• WHAT THE TASK REQUIRES:
Look through the entries below. Say how many lines include "Монолит", with nothing added.

• MATERIALS PROVIDED:
[Start of Attachment]

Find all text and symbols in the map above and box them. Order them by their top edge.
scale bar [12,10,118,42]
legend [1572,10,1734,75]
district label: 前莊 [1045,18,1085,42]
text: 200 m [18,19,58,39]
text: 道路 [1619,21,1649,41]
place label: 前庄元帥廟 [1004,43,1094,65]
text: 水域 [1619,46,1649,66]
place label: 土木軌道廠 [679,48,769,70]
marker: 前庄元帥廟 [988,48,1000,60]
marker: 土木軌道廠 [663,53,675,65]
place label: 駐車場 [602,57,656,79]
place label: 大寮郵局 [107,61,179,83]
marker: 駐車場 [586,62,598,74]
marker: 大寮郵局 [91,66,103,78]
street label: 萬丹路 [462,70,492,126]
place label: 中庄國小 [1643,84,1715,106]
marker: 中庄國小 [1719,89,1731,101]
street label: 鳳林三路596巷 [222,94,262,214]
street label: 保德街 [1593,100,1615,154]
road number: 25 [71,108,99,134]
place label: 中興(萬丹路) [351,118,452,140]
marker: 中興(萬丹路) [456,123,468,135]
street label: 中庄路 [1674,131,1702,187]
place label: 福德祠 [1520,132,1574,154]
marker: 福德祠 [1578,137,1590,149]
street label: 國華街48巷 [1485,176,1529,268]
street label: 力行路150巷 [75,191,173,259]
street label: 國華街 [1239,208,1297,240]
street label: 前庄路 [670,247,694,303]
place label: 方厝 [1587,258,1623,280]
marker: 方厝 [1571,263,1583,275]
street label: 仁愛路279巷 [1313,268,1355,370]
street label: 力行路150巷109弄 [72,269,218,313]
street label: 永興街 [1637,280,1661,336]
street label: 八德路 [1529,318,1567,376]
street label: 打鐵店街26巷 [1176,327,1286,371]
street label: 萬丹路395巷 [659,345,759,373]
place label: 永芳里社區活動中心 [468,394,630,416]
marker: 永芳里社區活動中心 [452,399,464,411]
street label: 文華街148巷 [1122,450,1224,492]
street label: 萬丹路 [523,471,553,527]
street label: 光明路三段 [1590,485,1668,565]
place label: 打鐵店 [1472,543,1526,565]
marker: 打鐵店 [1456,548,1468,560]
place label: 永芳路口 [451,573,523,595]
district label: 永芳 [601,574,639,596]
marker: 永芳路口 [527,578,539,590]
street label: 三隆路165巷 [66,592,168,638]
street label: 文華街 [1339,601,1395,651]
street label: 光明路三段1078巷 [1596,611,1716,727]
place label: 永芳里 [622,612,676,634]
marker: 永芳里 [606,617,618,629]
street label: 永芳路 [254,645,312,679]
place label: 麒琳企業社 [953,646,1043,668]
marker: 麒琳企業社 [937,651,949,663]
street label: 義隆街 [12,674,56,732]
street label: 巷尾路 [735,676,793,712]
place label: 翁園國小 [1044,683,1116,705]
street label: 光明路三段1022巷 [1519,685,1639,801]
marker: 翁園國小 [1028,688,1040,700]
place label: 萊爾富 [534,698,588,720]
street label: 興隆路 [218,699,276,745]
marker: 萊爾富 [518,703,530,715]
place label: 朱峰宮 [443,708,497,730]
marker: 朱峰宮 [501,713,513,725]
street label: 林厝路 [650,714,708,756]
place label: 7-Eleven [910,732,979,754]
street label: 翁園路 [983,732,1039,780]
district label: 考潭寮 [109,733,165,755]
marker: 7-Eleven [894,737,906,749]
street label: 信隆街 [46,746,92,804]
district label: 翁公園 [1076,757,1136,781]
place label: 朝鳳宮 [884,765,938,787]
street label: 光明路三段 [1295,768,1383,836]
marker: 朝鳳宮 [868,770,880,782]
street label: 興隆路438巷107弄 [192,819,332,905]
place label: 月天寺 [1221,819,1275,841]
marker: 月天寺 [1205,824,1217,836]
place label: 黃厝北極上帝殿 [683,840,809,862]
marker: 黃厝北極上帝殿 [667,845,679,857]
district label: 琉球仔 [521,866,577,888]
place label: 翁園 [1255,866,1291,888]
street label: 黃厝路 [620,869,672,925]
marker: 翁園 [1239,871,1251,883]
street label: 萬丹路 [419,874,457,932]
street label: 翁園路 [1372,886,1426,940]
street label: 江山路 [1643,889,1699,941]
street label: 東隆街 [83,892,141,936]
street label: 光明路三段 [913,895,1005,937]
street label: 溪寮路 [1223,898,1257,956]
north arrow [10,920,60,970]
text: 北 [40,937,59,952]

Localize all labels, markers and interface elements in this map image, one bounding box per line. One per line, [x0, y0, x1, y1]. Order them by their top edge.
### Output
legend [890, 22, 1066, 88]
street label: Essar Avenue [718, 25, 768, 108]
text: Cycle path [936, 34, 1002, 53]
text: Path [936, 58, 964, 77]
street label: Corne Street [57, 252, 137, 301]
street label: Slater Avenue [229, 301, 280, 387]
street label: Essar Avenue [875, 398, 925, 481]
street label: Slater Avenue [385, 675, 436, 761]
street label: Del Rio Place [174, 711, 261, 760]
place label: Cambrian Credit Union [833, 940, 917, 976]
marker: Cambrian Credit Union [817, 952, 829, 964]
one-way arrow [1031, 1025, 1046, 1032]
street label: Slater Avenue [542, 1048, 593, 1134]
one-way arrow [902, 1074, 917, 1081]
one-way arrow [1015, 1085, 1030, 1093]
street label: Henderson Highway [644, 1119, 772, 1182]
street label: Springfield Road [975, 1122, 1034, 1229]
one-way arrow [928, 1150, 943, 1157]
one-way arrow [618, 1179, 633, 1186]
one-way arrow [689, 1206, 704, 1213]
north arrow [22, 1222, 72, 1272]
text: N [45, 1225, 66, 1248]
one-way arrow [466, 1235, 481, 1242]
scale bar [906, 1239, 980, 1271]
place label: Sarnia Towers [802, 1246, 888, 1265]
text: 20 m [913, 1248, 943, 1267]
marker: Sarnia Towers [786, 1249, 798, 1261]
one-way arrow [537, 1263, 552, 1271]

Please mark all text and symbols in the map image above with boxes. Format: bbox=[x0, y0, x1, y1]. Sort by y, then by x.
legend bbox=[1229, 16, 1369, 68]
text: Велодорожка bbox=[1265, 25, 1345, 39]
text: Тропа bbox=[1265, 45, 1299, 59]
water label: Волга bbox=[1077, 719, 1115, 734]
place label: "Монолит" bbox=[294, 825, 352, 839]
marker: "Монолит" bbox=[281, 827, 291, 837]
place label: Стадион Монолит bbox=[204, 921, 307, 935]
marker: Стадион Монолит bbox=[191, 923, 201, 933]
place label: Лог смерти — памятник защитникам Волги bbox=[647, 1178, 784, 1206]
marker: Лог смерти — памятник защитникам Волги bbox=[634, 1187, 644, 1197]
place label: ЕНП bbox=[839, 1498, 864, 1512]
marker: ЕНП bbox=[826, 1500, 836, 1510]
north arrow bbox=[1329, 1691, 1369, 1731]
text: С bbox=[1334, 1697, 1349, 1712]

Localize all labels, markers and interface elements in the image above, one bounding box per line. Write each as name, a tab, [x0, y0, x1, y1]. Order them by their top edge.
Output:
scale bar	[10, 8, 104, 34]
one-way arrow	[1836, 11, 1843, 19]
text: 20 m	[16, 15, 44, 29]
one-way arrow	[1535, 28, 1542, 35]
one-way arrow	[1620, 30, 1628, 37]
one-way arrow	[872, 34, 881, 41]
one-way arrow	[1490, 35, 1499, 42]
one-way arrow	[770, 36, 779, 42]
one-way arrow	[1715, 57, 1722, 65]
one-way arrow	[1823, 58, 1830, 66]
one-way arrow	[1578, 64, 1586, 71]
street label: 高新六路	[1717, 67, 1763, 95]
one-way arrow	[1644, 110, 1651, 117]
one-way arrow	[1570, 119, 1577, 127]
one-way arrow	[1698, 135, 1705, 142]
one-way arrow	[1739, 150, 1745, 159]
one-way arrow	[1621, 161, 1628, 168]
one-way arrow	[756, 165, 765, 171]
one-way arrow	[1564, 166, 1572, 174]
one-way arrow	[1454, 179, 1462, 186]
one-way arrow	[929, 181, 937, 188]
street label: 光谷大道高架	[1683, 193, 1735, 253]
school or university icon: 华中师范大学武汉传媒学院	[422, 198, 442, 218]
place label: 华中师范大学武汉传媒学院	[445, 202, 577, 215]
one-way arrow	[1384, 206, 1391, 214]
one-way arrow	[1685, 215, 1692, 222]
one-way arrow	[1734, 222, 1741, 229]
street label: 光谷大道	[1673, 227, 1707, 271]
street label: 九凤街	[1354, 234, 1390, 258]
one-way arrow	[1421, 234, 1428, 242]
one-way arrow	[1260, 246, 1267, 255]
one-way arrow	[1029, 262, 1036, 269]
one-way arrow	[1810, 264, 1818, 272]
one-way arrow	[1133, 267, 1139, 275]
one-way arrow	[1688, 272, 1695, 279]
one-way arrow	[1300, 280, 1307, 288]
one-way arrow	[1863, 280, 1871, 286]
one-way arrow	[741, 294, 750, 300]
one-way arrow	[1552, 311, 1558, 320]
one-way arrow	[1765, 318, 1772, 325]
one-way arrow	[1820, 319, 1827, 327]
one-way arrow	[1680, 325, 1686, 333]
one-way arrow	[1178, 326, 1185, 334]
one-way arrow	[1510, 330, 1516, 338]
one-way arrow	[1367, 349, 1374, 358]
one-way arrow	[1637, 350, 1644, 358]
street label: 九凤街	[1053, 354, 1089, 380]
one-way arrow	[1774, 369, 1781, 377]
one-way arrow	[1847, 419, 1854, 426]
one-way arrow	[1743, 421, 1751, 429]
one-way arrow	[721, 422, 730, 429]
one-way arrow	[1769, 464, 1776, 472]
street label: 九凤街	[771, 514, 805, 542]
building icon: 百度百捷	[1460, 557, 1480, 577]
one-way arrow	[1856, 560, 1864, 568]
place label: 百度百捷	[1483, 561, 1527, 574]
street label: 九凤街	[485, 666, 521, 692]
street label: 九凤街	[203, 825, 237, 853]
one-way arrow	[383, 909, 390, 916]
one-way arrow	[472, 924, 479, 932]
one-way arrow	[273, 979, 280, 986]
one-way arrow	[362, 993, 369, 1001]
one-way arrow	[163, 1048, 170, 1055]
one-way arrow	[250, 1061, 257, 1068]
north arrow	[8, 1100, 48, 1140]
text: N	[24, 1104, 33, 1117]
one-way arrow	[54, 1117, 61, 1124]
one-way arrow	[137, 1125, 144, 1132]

[End of Attachment]

• YOUR SOLUTION:
4